Via Montreal Gazette:

“Pete Rose would have his bats corked in the visitors’ clubhouse at Olympic Stadium,” Jammer said in a phone interview from London, England, where he is now a club-playing musician. “I found out he was corking bats.

Corking bats isn’t permitted under MLB rules, which say modifying a bat with foreign substances and using it in play is illegal and subject to ejection and further punishment. A corked bat is one that has been altered and made lighter by drilling a tube into the middle or the end of the thick portion of the barrel. The wood is then replaced by a lighter substance, such as cork or rubber balls. The conventional wisdom is that the lighter weight helps increase bat speed and, as a consequence, the distance a ball is hit.

“Pete was too smart to deal with Expos equipment manager John Silverman (to cork his bats in the Expos’ clubhouse). So Bryan Greenberg, who worked in the visitors’ clubhouse, did it,” Jammer said. “He took me into a room, a door to the left, and underneath tarps there was this machine.”

Jammer recalled that he asked Greenberg: “What’s that machine for?”

Jammer said Greenberg replied: “That’s a machine for corking Pete Rose’s bats.”

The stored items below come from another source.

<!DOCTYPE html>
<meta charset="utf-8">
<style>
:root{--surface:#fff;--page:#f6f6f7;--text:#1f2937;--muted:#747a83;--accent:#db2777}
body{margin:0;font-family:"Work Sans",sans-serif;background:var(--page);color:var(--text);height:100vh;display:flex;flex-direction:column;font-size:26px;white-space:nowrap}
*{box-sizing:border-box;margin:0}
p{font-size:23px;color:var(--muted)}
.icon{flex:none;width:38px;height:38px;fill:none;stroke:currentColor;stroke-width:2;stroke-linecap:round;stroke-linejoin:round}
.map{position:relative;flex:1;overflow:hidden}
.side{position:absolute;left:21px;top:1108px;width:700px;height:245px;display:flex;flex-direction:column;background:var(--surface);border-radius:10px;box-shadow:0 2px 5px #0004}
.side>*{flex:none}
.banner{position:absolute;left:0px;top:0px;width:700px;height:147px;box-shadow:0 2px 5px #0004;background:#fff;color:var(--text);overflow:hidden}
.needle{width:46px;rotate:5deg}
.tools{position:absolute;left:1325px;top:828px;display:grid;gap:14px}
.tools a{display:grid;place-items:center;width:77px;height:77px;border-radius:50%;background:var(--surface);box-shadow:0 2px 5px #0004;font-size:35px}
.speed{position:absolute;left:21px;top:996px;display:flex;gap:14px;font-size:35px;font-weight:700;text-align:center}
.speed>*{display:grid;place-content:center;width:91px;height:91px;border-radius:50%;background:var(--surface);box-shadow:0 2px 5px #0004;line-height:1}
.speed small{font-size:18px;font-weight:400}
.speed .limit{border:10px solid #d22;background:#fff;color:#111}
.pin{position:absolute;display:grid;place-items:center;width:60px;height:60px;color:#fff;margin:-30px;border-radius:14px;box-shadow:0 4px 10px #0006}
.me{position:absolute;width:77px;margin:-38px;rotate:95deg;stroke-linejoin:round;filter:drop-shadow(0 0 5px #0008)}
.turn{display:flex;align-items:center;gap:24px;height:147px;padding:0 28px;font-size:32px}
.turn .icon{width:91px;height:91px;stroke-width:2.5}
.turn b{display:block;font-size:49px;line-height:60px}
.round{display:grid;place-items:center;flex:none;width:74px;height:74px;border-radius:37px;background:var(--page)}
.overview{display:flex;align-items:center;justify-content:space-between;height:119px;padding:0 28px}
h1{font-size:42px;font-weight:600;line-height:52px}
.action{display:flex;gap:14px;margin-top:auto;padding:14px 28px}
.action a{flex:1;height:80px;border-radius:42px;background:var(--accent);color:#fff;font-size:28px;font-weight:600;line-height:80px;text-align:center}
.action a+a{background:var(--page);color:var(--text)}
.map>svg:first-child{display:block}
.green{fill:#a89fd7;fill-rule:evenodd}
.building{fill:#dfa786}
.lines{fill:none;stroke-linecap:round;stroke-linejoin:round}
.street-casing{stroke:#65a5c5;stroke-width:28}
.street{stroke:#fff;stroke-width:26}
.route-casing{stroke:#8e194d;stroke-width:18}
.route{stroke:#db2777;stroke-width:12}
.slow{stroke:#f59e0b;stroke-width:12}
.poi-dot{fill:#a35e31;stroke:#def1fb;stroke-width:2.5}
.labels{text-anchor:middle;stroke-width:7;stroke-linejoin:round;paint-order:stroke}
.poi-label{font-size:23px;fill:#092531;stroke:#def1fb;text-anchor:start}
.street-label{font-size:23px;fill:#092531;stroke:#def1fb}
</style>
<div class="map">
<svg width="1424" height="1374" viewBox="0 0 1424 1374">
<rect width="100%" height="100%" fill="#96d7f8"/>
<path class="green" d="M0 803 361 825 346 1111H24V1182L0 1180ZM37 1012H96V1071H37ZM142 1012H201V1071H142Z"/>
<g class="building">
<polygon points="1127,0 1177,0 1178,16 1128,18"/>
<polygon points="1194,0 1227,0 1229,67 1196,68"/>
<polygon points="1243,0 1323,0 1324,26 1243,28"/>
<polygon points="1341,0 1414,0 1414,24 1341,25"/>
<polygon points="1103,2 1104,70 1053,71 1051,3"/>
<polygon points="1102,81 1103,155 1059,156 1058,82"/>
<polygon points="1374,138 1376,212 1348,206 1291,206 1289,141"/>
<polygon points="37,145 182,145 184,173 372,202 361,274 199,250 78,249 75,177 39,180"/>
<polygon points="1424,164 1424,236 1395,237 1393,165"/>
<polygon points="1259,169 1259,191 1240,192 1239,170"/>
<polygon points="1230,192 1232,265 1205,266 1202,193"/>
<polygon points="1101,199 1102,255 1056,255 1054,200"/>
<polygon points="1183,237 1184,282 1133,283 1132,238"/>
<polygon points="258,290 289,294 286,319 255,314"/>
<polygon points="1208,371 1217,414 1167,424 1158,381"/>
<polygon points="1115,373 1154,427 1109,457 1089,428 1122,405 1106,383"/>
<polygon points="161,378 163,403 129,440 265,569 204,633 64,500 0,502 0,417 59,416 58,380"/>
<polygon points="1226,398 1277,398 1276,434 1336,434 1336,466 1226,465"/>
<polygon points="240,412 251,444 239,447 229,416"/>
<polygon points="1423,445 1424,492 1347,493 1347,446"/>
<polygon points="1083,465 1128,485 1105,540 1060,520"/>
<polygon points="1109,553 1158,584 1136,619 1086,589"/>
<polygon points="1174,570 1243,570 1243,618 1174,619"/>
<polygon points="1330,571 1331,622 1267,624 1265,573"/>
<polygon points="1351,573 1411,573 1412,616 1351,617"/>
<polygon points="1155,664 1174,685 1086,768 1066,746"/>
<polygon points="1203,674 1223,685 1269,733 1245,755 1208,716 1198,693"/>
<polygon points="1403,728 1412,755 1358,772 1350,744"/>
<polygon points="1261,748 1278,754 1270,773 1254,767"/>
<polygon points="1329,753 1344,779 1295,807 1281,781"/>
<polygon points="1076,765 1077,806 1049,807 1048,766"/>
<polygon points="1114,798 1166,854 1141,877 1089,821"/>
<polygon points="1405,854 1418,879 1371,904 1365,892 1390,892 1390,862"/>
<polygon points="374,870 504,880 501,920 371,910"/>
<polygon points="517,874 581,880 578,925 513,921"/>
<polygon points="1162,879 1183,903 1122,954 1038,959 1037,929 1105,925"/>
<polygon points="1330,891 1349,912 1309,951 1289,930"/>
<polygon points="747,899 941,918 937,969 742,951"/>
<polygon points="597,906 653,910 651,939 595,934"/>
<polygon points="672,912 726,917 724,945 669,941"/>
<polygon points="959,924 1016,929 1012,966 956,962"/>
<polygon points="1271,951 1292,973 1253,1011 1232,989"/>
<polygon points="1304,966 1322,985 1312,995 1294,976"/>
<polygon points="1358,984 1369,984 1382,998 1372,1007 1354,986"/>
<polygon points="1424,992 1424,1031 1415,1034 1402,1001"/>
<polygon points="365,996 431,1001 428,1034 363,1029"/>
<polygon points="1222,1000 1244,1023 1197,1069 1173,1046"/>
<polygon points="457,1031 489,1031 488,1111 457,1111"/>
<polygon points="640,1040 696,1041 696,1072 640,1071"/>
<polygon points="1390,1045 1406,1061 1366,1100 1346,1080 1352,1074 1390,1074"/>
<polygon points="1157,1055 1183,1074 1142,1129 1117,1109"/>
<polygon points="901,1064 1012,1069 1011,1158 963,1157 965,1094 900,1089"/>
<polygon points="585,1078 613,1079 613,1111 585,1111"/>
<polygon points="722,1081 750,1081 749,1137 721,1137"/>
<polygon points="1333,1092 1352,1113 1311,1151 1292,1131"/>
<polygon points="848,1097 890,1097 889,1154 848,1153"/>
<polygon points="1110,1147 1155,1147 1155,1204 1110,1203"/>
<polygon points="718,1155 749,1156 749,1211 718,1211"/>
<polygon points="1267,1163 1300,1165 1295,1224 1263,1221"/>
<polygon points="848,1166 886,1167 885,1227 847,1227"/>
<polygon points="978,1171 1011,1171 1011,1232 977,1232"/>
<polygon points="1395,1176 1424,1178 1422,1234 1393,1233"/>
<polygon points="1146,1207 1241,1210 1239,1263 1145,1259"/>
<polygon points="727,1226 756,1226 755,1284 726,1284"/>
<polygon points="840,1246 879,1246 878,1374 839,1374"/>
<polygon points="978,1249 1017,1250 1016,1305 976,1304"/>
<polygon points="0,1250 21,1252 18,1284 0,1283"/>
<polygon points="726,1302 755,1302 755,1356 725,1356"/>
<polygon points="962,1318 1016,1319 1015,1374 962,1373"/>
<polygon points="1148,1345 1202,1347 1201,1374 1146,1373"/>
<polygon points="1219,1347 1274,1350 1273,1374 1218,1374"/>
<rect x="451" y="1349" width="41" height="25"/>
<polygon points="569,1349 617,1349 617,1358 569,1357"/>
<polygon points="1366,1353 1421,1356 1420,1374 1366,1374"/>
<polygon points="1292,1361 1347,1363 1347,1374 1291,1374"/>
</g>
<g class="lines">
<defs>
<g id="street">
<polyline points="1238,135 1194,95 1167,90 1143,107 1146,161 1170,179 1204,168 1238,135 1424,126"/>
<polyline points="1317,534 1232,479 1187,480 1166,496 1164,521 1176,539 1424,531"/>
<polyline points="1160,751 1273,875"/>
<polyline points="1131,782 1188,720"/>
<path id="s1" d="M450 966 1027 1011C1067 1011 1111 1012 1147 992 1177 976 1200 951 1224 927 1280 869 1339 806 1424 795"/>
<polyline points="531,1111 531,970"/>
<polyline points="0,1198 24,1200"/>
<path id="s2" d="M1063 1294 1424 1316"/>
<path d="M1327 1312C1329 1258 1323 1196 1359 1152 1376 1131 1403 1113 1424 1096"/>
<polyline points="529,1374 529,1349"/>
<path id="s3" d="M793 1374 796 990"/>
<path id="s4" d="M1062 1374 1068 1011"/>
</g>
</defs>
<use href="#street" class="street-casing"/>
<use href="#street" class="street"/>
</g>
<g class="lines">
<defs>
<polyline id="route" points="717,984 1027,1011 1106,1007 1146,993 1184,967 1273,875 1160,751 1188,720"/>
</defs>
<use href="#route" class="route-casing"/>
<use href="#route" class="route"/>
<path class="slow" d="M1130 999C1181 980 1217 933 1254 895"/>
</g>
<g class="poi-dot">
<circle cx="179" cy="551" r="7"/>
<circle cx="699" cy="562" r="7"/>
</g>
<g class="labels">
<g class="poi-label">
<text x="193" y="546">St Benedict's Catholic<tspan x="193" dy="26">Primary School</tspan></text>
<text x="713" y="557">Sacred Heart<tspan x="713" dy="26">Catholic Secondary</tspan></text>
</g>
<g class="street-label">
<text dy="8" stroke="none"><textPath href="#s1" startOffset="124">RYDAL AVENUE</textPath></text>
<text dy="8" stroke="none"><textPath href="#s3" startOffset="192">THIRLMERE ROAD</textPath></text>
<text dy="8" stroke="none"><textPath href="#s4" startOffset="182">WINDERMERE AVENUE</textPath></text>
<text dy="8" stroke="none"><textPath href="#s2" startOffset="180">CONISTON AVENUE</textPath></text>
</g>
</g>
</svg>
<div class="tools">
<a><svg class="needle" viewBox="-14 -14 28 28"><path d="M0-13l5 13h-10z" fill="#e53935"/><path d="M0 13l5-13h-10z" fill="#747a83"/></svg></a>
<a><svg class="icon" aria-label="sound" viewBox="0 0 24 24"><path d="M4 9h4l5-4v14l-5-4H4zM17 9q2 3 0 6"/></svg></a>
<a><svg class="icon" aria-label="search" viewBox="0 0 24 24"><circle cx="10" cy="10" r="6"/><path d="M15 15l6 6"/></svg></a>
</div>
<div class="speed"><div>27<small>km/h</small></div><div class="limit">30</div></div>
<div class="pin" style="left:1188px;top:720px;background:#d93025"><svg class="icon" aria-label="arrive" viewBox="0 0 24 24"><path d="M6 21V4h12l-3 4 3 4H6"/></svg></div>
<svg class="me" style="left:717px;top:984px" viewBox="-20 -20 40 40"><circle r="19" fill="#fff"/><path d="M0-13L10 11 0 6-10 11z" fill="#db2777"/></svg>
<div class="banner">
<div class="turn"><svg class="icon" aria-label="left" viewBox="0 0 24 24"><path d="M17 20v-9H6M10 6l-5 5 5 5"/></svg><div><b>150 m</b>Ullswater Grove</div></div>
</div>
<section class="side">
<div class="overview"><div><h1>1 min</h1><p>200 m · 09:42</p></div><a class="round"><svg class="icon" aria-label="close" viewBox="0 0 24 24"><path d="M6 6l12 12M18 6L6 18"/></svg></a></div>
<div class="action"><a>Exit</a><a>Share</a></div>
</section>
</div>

When Jammer told Greenberg he wanted to take a bat with him, Greenberg wouldn’t allow him to.

“The guy (Greenberg) was saying Rose had been corking his bat for 20 years,” Jammer said. “The guy said that nobody checks him because he’s a singles hitter.”

Nothing would surprise us at this point.  Rose certainly isn’t a saint, but why would a singles hitter need to cork his bat.  Show me a bat of his corked and then I’ll believe it.